Longe de evocar os espíritos dos defuntos para dar espetáculo, como o necromante descrito por Benvenuto Cellini, longe de voar   no ar e encantar homens e animais, como as feiticeiras tradicionais, longe até de dedicar-se, como Henrique Cornélio Agrippa  , à pirotécnica ou, como o abade Tritêmio, à criptografia, o mago de Ficino é um personagem inofensivo, cujos hábitos não têm nada de repreensível ou de escandaloso aos olhos de um bom cristão. É certo que ao visitá-lo - a não ser   que ele considere pouco recomendável nossa companhia, fato este muito provável - ouvir  -se-á a proposta de acompanhá-lo em seu passeio cotidiano. Furtivamente, para evitar encontros importunos, nos conduzirá a um jardim encantado, lugar ameno onde os raios do Sol encontram, no ar fresco, só os perfumes das flores e as ondas pneumáticas emanadas pelo canto dos pássaros. Poderá acontecer também que nosso teurgo, envolto em sua veste   de lã branca exemplarmente limpa, comece a inspirar e a expirar até que, vislumbrada uma nuvem, voltará para casa  , preocupado com a ideia de pegar um resfriado. Para atrair a benéfica influência de Apolo   e das Graças celestes tocará a lira, depois disso se acomodará em uma mesa frugal e consumirá, além de um pouco de verdura cozida e uma ou outra folha de salada, dois   corações de galo para fortalecer o seu próprio, e um cérebro de carneiro para reforçar o próprio cérebro. Único luxo, ele se permitirá uma colherada de açúcar branco e um copo de bom vinho, mesmo que este último, observado de perto, revele conter um pó insolúvel no qual será reconhecível uma ametista triturada, que lhe atrairá, sem falta, os favores de Vénus. Notaremos que sua casa é tão limpa quanto suas vestes, e que, ao contrário da maior parte de seus concidadãos, os quais não seguem seus bons hábitos, nosso teurgo lava-se sistematicamente duas vezes ao dia.

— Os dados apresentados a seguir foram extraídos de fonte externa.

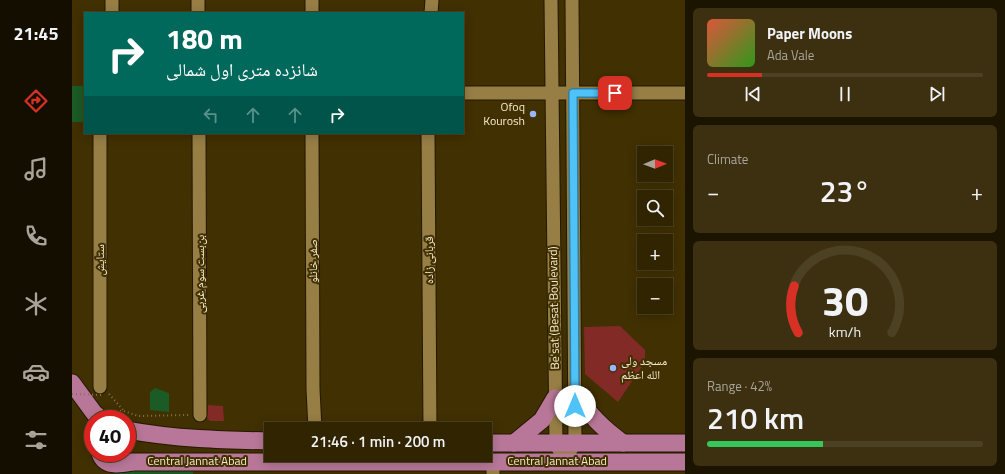 <!DOCTYPE html>
<meta charset="utf-8">
<style>
:root{--surface:#312401;--page:#3d3010;--text:#f1f3f6;--muted:#a8a499;--line:#4c4123;--accent:#d93025}
body{margin:0;font-family:"Titillium Web","Noto Naskh Arabic",sans-serif;background:var(--page);color:var(--text);height:100vh;display:flex;flex-direction:column;font-size:15px;white-space:nowrap}
*{box-sizing:border-box;margin:0}
p{font-size:13px;color:var(--muted)}
.icon{flex:none;width:22px;height:22px;fill:none;stroke:currentColor;stroke-width:2;stroke-linecap:round;stroke-linejoin:round}
.map{position:relative;flex:1;overflow:hidden}
.drawer{display:flex;flex-direction:column;gap:8px;padding:8px;background:#1b1401;width:320px}
.drawer>*{flex:none}
.banner{position:absolute;left:12px;top:12px;width:380px;height:122px;border-radius:0px;box-shadow:0 2px 10px #0003,0 0 0 1px var(--line);background:#00695c;color:#fff;overflow:hidden}
.needle{width:26px;rotate:89deg}
.buttons{position:absolute;left:565px;top:146px;display:grid;gap:8px}
.buttons a{display:grid;place-items:center;width:36px;height:36px;border-radius:0px;background:var(--surface);box-shadow:0 2px 10px #0003,0 0 0 1px var(--line);font-size:20px}
.speed{position:absolute;left:12px;top:410px;display:flex;gap:8px;font-size:20px;font-weight:700;text-align:center}
.speed>*{display:grid;place-content:center;width:52px;height:52px;border-radius:50%;background:var(--surface);box-shadow:0 2px 10px #0003,0 0 0 1px var(--line);line-height:1}
.speed .limit{border:6px solid #d22;background:#fff;color:#111}
.pin{position:absolute;display:grid;place-items:center;width:34px;height:34px;color:#fff;margin:-17px;border-radius:8px;box-shadow:0 2px 6px #0006}
.me{position:absolute;width:44px;margin:-22px;rotate:0deg;stroke-linejoin:round;filter:drop-shadow(0 0 3px #0008)}
.turn{display:flex;align-items:center;gap:14px;height:84px;padding:0 16px;font-size:18px}
.turn .icon{width:52px;height:52px;stroke-width:2.5}
.turn b{display:block;font-size:28px;line-height:34px}
.lanes{display:flex;align-items:center;height:38px;padding:0 16px;background:#0003;justify-content:center;gap:20px;direction:ltr}
.lanes .off{opacity:.35}
.big{font-size:30px;font-weight:600;line-height:1.1}
.drawer .card{flex:1;display:flex;flex-direction:column;justify-content:center;gap:6px;min-width:0;padding:0 14px;border-radius:6px;background:var(--page)}
.drawer .dial{align-items:center;gap:0}
.dial svg{height:104px;overflow:visible;fill:none;stroke:var(--line);stroke-width:7;stroke-linecap:round;text-anchor:middle}
.dial text{fill:var(--text);stroke:none}
.song{display:flex;align-items:center;gap:12px}
.cover{width:48px;height:48px;border-radius:6px;background:linear-gradient(135deg,hsl(10 70% 55%),hsl(110 70% 35%))}
.played{height:4px;border-radius:2px;background:linear-gradient(90deg,var(--accent) 20%,var(--line) 20%)}
.keys{display:flex;justify-content:space-around;direction:ltr}
.heat{display:flex;justify-content:space-between;align-items:center;font-size:22px;direction:ltr}
.charge{height:6px;border-radius:3px;background:linear-gradient(90deg,#34c759 42%,var(--line) 0)}
.trip{position:absolute;left:192px;top:422px;width:228px;height:40px;border-radius:0px;background:var(--surface);box-shadow:0 2px 10px #0003,0 0 0 1px var(--line);font-weight:600;line-height:40px;text-align:center}
main{display:flex;flex:1;min-height:0}
.tab-bar{display:flex;flex-direction:column;width:72px;justify-content:space-around;align-items:center;background:#140e00;color:var(--muted)}
.tab-bar .icon{width:28px;height:28px}
.tab-bar .on{color:var(--accent)}
.tab-bar b{font-size:18px;color:var(--text)}
.map>svg:first-child{display:block}
</style>
<main>
<nav class="tab-bar">
<b>21:45</b>
<svg class="icon on" aria-label="directions" viewBox="0 0 24 24"><path d="M12 3l9 9-9 9-9-9zM9 14v-3h6M13 9l2 2-2 2"/></svg>
<svg class="icon" aria-label="music" viewBox="0 0 24 24"><path d="M9 18V5l10-2v13"/><circle cx="6" cy="18" r="3"/><circle cx="16" cy="16" r="3"/></svg>
<svg class="icon" aria-label="phone" viewBox="0 0 24 24"><path d="M5 4h4l2 5-3 2q2 4 5 5l2-3 5 2v4C11 20 4 13 5 4z"/></svg>
<svg class="icon" aria-label="climate" viewBox="0 0 24 24"><path d="M12 3v18M4 7l16 10M4 17L20 7"/></svg>
<svg class="icon" aria-label="car" viewBox="0 0 24 24"><path d="M5 17H2v-5l4-1 3-4h7l3 4 3 1v5h-3M9 17h6M6 11h13"/><circle cx="7" cy="17" r="2"/><circle cx="17" cy="17" r="2"/></svg>
<svg class="icon" aria-label="filters" viewBox="0 0 24 24"><path d="M4 7h16M4 17h16"/><circle cx="9" cy="7" r="2"/><circle cx="15" cy="17" r="2"/></svg>
</nav>
<div class="map">
<svg width="613" height="474" viewBox="0 0 613 474">
<rect width="100%" height="100%" fill="#413001"/>
<g fill="#1a5b26">
<rect x="0" y="86" width="13" height="36"/>
<polygon points="83,388 97,393 97,412 78,410 78,392"/>
<polygon points="50,470 121,470 121,474 41,474"/>
</g>
<g fill="#822a26">
<polygon points="548,326 573,350 573,362 546,402 513,374 512,327"/>
<polygon points="136,405 151,406 152,421 138,421 135,418"/>
</g>
<g fill="none" stroke-linecap="round" stroke-linejoin="round">
<g stroke="#241900" stroke-width="15">
<g id="minor">
<polyline points="40,0 40,13"/>
<polyline points="479,0 484,444 487,450"/>
<polyline points="126,13 126,0"/>
<polyline points="240,13 240,0"/>
<polyline points="359,13 360,0"/>
<polyline points="391,93 613,93"/>
<polyline points="28,133 28,387"/>
<polyline points="127,133 128,415"/>
<polyline points="240,133 241,389 243,429"/>
<polyline points="356,133 358,429"/>
<polyline points="421,461 421,474"/>
<polyline points="492,461 503,443 500,0"/>
</g>
</g>
<g stroke="#241900" stroke-width="19">
<g id="major">
<polyline points="0,383 22,413 29,419"/>
<path d="M503,394C519,416 529,427 551,443"/>
<path d="M55,430C103,439 151,440 199,441"/>
<polyline points="413,443 613,443"/>
<polyline points="442,443 470,420 483,398"/>
<path d="M28,453C33,468 49,464 61,462H613"/>
</g>
</g>
<g stroke="#85754d" stroke-width="2" stroke-dasharray="1 3" stroke-linecap="butt">
<polyline points="37,394 52,411"/>
<polyline points="40,411 52,411 66,416 117,415"/>
</g>
<use href="#minor" stroke="#967e45" stroke-width="13"/>
<use href="#major" stroke="#b87798" stroke-width="17"/>
<polyline stroke="#85754d" stroke-width="2" stroke-dasharray="1 3" stroke-linecap="butt" points="0,394 30,395"/>
</g>
<g fill="none" stroke-linecap="round" stroke-linejoin="round">
<g stroke="#337fa1" stroke-width="10">
<polyline id="route" points="503,406 501,93 543,93"/>
</g>
<use href="#route" stroke="#4fc3f7" stroke-width="7"/>
</g>
<g fill="#98b5fd" stroke="#413001" stroke-width="1.5">
<circle cx="461" cy="114" r="4"/>
<circle cx="541" cy="368" r="4"/>
</g>
<g text-anchor="middle" stroke-width="4" stroke-linejoin="round" paint-order="stroke">
<g font-size="12" fill="#f6e9cc" stroke="#413001" text-anchor="end">
<text x="453" y="111">Ofoq<tspan x="453" dy="14">Kourosh</tspan></text>
<text x="549" y="365" text-anchor="start">مسجد ولی<tspan x="549" dy="14">الله اعظم</tspan></text>
</g>
<g font-size="12" fill="#f6e9cc" stroke="#413001">
<text transform="translate(28 260) rotate(-90)" y="4">ستایش</text>
<text transform="translate(357 260) rotate(-90)" y="4">قربانی زاده</text>
<text transform="translate(241 261) rotate(-90)" y="4">صفر خانلو</text>
<text transform="translate(128 274) rotate(-90)" y="4">بن‌بست سوم غربی</text>
<text transform="translate(482 308) rotate(-91)" y="4">Be'sat (Besat Boulevard)</text>
<text x="125" y="465">Central Jannat Abad</text>
<text x="485" y="465">Central Jannat Abad</text>
</g>
</g>
</svg>
<div class="buttons">
<a><svg class="needle" viewBox="-14 -14 28 28"><path d="M0-13l5 13h-10z" fill="#e53935"/><path d="M0 13l5-13h-10z" fill="#a8a499"/></svg></a>
<a><svg class="icon" aria-label="search" viewBox="0 0 24 24"><circle cx="10" cy="10" r="6"/><path d="M15 15l6 6"/></svg></a>
<a>+</a>
<a>−</a>
</div>
<div class="speed"><div class="limit">40</div></div>
<div class="pin" style="left:543px;top:93px;background:#d93025"><svg class="icon" aria-label="arrive" viewBox="0 0 24 24"><path d="M6 21V4h12l-3 4 3 4H6"/></svg></div>
<svg class="me" style="left:503px;top:406px" viewBox="-20 -20 40 40"><circle r="19" fill="#fff"/><path d="M0-13L10 11 0 6-10 11z" fill="#4fc3f7"/></svg>
<div class="trip">21:46 · 1 min · 200 m</div>
<div class="banner">
<div class="turn"><svg class="icon" aria-label="right" viewBox="0 0 24 24"><path d="M7 20v-9h11M14 6l5 5-5 5"/></svg><div><b>180 m</b>شانزده متری اول شمالی</div></div>
<div class="lanes"><svg class="icon off" aria-label="left" viewBox="0 0 24 24"><path d="M17 20v-9H6M10 6l-5 5 5 5"/></svg><svg class="icon off" aria-label="ahead" viewBox="0 0 24 24"><path d="M12 20V5M6 11l6-6 6 6"/></svg><svg class="icon off" aria-label="ahead" viewBox="0 0 24 24"><path d="M12 20V5M6 11l6-6 6 6"/></svg><svg class="icon" aria-label="right" viewBox="0 0 24 24"><path d="M7 20v-9h11M14 6l5 5-5 5"/></svg></div>
</div>
</div>
<section class="drawer">
<div class="card">
<div class="song"><i class="cover"></i><div><b>Paper Moons</b><p>Ada Vale</p></div></div>
<div class="played"></div>
<div class="keys"><svg class="icon" aria-label="previous" viewBox="0 0 24 24"><path d="M18 5L8 12l10 7zM5 5v14"/></svg><svg class="icon" aria-label="pause" viewBox="0 0 24 24"><path d="M8 5v14M16 5v14"/></svg><svg class="icon" aria-label="next" viewBox="0 0 24 24"><path d="M6 5l10 7-10 7zM19 5v14"/></svg></div>
</div>
<div class="card"><p>Climate</p>
<div class="heat"><a>−</a><b class="big">23°</b><a>+</a></div>
</div>
<div class="card dial"><svg viewBox="0 0 100 80">
<path d="M14 69A42 42 0 1 1 86 69"/>
<path d="M14 69A42 42 0 0 1 11 33" stroke="#d93025"/>
<text x="50" y="56" font-size="32" font-weight="700">30</text>
<text x="50" y="72" font-size="11">km/h</text>
</svg></div>
<div class="card"><p>Range · 42%</p><b class="big">210 km</b><div class="charge"></div></div>
</section>
</main>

Nem causará espanto   que este indivíduo  , muito atento a não criar embaraços a ninguém, e além disso limpo como um gato, não incorra na ira   das autoridades, sejam laicas ou religiosas. Foi tolerado na medida da tolerância, ou, antes, da indiferença, da qual ele mesmo dá prova no confronto   de seus semelhantes menos evoluídos, cujo pneuma   nunca foi tão transparente quanto o seu. (Ioan Couliano 1984; tr. it. pp. 24-25)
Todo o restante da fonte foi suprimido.